▶ [Supplied data]:
● ● ● ● ●

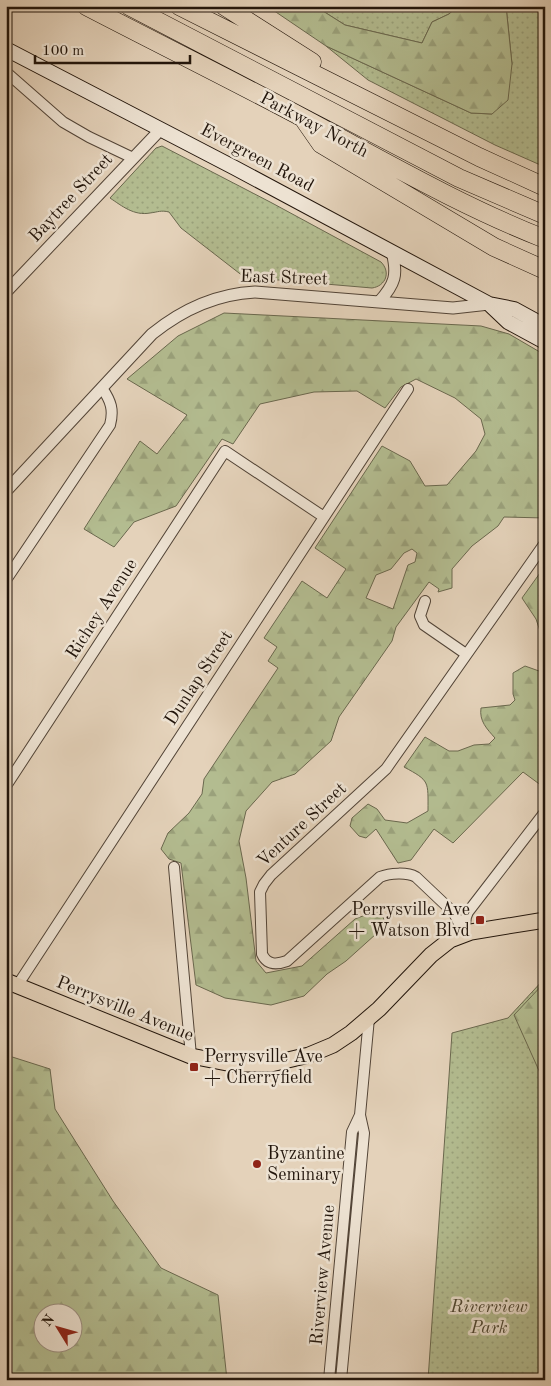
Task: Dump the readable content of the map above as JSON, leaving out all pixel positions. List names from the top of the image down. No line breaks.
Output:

● ● ● ● ●

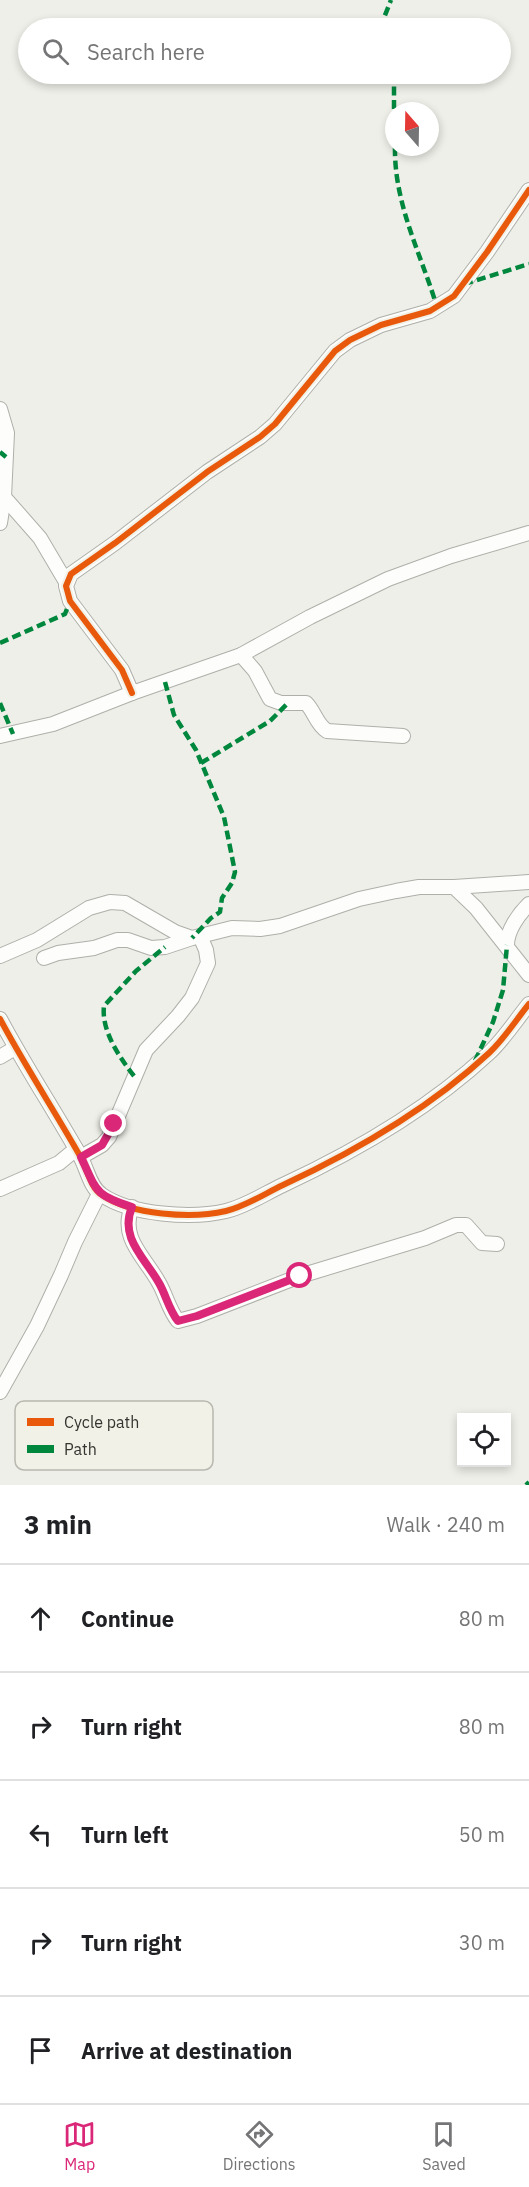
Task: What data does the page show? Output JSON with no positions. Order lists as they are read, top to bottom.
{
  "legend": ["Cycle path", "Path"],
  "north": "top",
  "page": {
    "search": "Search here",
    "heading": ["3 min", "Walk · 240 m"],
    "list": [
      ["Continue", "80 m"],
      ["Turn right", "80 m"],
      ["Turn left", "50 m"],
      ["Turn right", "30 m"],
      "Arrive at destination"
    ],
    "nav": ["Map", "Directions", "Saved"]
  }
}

● ● ● ● ●

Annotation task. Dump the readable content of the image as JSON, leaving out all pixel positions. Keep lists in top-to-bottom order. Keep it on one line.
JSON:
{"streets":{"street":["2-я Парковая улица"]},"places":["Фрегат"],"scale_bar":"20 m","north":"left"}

● ● ● ● ●

▶ [The problem]: Answer with one number: how many lines in the listing hold "pixel".

▶ [Written reply]: 2